**Task directions:**
The lines to return are those below that contain the word "rows".

(Supplied material begins)

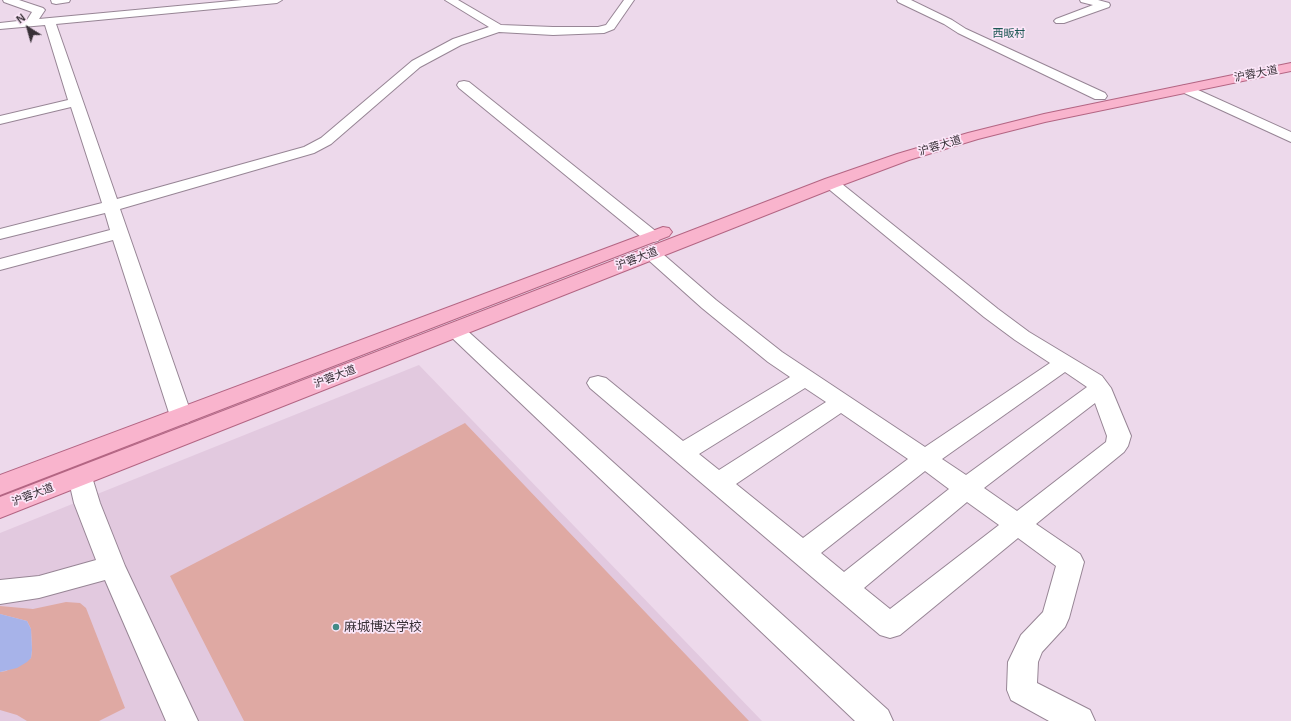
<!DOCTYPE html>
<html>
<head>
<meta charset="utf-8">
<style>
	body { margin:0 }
	#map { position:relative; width:1291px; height:721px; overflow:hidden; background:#edd9eb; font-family:Helvetica,sans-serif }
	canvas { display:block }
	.north { position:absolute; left:8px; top:8px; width:40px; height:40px; -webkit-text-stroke:3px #fbe6f8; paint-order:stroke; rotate:323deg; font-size:11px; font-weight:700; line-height:16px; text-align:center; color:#383037 }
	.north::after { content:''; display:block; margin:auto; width:14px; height:18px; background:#383037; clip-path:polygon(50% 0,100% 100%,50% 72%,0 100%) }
</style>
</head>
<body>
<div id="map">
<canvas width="1291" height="721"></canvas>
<div class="north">N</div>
</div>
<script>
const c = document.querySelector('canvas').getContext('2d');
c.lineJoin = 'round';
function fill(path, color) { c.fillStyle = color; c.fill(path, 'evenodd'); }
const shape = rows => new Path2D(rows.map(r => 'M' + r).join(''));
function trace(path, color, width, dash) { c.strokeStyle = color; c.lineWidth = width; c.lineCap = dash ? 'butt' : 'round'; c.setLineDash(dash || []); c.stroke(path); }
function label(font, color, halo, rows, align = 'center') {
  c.font = font + ' Helvetica,"Noto Sans SC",sans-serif'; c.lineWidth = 3.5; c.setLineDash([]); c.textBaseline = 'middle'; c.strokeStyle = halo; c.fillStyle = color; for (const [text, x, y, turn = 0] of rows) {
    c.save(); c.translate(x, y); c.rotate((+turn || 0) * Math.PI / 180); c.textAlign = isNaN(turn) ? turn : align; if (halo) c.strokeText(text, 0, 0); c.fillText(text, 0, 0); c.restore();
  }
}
const built = shape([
	[419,365,762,721,0,721,0,533]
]);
const green = shape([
	[465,423,749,721,244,721,170,576],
	[66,602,80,603,86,608,125,708,99,721,27,721,17,715,0,710,0,672,6,671,31,658,32,650,31,629,27,621,0,614,0,606,33,609]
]);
const water = shape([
	[0,614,27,621,31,629,32,650,31,658,27,662,17,668,0,672]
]);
const minor = shape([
	[3,0,19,0,43,8,45,10,39,19,242,0,282,0,277,3,56,24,117,199,304,147,321,138,412,61,453,39,489,27,445,0,458,0,501,25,553,27,598,27,606,25,624,0,634,0,614,29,604,33,553,35,499,32,461,45,420,67,331,144,314,153,120,209,192,416,189,422,181,424,173,422,170,416,113,240,0,270,0,259,110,230,105,213,0,239,0,229,102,203,71,107,0,124,0,116,68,100,45,25,0,29,0,23,27,20,32,12,4,2,3,0],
	[51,0,70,0,69,2,56,4,52,3,51,0],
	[897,0,911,0,952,20,966,29,1105,93,1107,96,1105,99,1095,99,958,33,944,24,898,2,897,0],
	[1080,0,1098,0,1109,3,1110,5,1109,7,1064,23,1056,23,1054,21,1056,19,1093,5,1081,2,1080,0],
	[464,81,469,82,658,233,661,237,658,241,652,242,646,241,459,88,457,85,459,82,464,81],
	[1187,85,1291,132,1291,142,1182,92,1180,89,1182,86,1187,85],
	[831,178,837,180,998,309,1029,332,1102,376,1111,388,1131,436,1128,446,1124,452,1036,524,1080,554,1084,562,1069,618,1065,627,1042,652,1038,662,1037,683,1090,710,1095,721,1049,721,1011,700,1007,690,1008,662,1021,635,1043,612,1056,566,1018,538,900,635,890,638,880,635,590,388,587,383,590,378,598,376,606,378,683,441,790,377,768,362,702,308,645,257,642,253,645,249,651,248,657,249,716,300,782,352,925,447,1050,363,1015,340,984,317,825,186,823,183,825,180,831,178],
	[1065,372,1087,387,966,475,942,459,1065,372],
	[805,388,826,402,719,470,699,454,805,388],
	[1095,403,1107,436,1106,442,1017,511,984,488,1095,403],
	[841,413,908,459,803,538,736,484,841,413],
	[925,471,949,489,844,572,821,553,925,471],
	[967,502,999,525,890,609,864,588,967,502],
	[455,324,462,326,888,710,893,721,855,721,448,334,445,330,448,326,455,324],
	[80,468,89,471,92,477,100,503,125,566,198,721,166,721,105,580,39,598,0,604,0,580,39,576,96,560,74,503,68,477,71,471,80,468]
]);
const major = shape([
	[1291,63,1291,71,1045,122,978,139,909,160,837,187,0,518,0,497,825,179,897,154,968,133,1044,114,1291,63],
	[663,227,669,228,672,232,669,236,0,495,0,475,663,227]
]);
const markers = [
	[336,627,4,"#438a86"]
];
const farQuarternames = [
	["西畈村",1009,34]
];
const streetNames = [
	["沪蓉大道",1256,74,-11],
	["沪蓉大道",940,146,-17],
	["沪蓉大道",637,259,-21],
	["沪蓉大道",335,377,-21],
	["沪蓉大道",33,495,-21]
];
const nearPoinames = [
	["麻城博达学校",344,627]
];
fill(built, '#e2c9df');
fill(green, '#dfa9a3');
fill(water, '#a7b3e9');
trace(minor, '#978595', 2);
trace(major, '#b36583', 2);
fill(minor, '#fff');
fill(major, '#f9b4cd');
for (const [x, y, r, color] of markers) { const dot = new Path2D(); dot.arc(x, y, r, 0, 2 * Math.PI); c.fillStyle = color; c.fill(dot); trace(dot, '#fbe6f8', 1.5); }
label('11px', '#1c5754', '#fbe6f8', farQuarternames);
label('11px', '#383037', '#fbe6f8', streetNames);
label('13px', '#383037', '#fbe6f8', nearPoinames, 'left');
</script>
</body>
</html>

(Supplied material ends)

**Answer to this task:**
const shape = rows => new Path2D(rows.map(r => 'M' + r).join(''));
function label(font, color, halo, rows, align = 'center') {
  c.font = font + ' Helvetica,"Noto Sans SC",sans-serif'; c.lineWidth = 3.5; c.setLineDash([]); c.textBaseline = 'middle'; c.strokeStyle = halo; c.fillStyle = color; for (const [text, x, y, turn = 0] of rows) {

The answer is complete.